Pourtant n'est-ce pas là que, selon les témoignages de Noël Santini, près de la porte de Saint-Lazare, une bande armée et furieuse arrêta les voitures : Alors, dit-il, un officier en uniforme et décoré de la Légion d'honneur, s'avança armé et menaçant vers la chaise de poste où se trouvait l'Empereur. Sans la courageuse initiative du chasseur Noverraz, qui se trouvait sur le siège de la voiture, et qui présenta un pistolet à l'officier, c'en était fait. Quel était cet officier ? J. Chautard qui fut en intimité avec les anciens serviteurs de l'Empereur dit que les Comités royalistes de Paris d'accord avec le Gouvernement provisoire avaient envoyé l'infâme Monbreuil pour organiser, avec un chef des bandits du Luberon, l'assassinat et le pillage. Monbreuil ne saurait être en cause. On le suit heure par heure à ce moment ; mais il est un autre homme, officier, décoré de la Légion d'honneur, qui se trouve justement envoyé et accrédité par les Comités royalistes de Paris : c'est le commandant Mollot[8]. Il est capable de toutes les besognes depuis le vol jusqu'à l'assassinat et c'est pourquoi il fut dépêché dans le Midi par les Vivres-Viande. Il a parcouru toute cette région muni des ordres donnés par Dupont et des pouvoirs délivrés par Polignac et Semelle ; il a fait reconnaître la révolution par Augereau, par Masséna, par Gantheaume, à Valence le 13 avril, à Marseille le 14, à Toulon le 20. Il a eu cinq jours pour tout préparer sur la route de l'Empereur et ne doit-on pas constater que, partout, la populace est parfaitement avertie des heures du passage, alors que les autorités n'en sont instruites que par l'arrivée du premier service ? De cet homme qu'on appelle le commandant ou le lieutenant-colonel Mollot, on peut tout croire.
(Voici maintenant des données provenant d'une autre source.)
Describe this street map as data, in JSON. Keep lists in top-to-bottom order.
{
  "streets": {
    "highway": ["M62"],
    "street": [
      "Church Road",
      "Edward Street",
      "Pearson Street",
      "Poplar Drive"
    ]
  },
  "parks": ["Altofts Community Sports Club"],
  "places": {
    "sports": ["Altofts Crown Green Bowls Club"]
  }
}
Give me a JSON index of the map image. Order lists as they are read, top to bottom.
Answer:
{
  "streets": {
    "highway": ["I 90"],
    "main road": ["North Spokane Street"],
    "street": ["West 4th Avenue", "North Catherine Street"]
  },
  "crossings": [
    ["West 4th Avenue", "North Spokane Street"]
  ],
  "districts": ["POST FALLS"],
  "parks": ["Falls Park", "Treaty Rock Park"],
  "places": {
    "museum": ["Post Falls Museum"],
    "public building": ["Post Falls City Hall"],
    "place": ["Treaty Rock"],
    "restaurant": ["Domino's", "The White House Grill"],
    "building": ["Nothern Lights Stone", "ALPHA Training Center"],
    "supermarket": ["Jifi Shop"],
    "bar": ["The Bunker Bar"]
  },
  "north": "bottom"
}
N'aurait-on tendu de piège qu'à Avignon, en tous cas on était averti. Évitant, pour gagner Aix, la route directe par Cavaillon et Lambesc, on crut mieux faire de passer par Regnard, Saint-Andiol et Orgon. Mais déjà les assassins étaient prévenus. A Orgon, la populace, amassée devant la poste, ne se contente pas d'injurier ; elle prétend immoler en personne celui dont elle a pendu à la porte de l'auberge le mannequin ensanglanté. Les commissaires sont obligés de défendre l'Empereur de leurs corps et on échappe, sauf aux pierres, parce que les chevaux frais partent au galop ; désormais, à chaque poste, à chaque hameau, à chaque tournant de route, il faut craindre un guet-apens. A un quart de lieue d'Orgon, l'Empereur prend l'habit d'un de ses courriers qui le remplace dans la voilure et, sur les bidets de poste, il court lui-même en avant ; ainsi traverse-t-il sans encombre Port-Royal et Cane, où des rassemblements guettent sa venue, mais, à trois lieues avant Aix, à l'auberge de la Calade, la fatigue l'oblige à s'arrêter. Il est midi. Sous son déguisement, il a avec l'hôtesse une sorte de conversation qui ne peut lui laisser aucun doute sur le sort qui l'attend, au cas qu'il soit reconnu. Déjà autour de l'auberge, un rassemblement est formé où les nobles d'Aix se font remarquer par leiir exaltation. Le commissaire russe expédie son aide de camp au maire d'Aix, le sommant de la façon la plus énergique de pourvoir à la sûreté de Napoléon. La journée se passe à attendre ; ce n'est qu'à à heures du soir qu'on obtient une réponse. Quelques gendarmes qu'a envoyés le maire dégagent la place. L'Empereur monte dans la voiture du commissaire prussien dont il a pris la casquette. On traverse Aix très tard ; toute la ville qui était sortie hors des murs était rentrée et la garde urbaine était sous les armes ; de plus les gendarmes continuaient à escorter.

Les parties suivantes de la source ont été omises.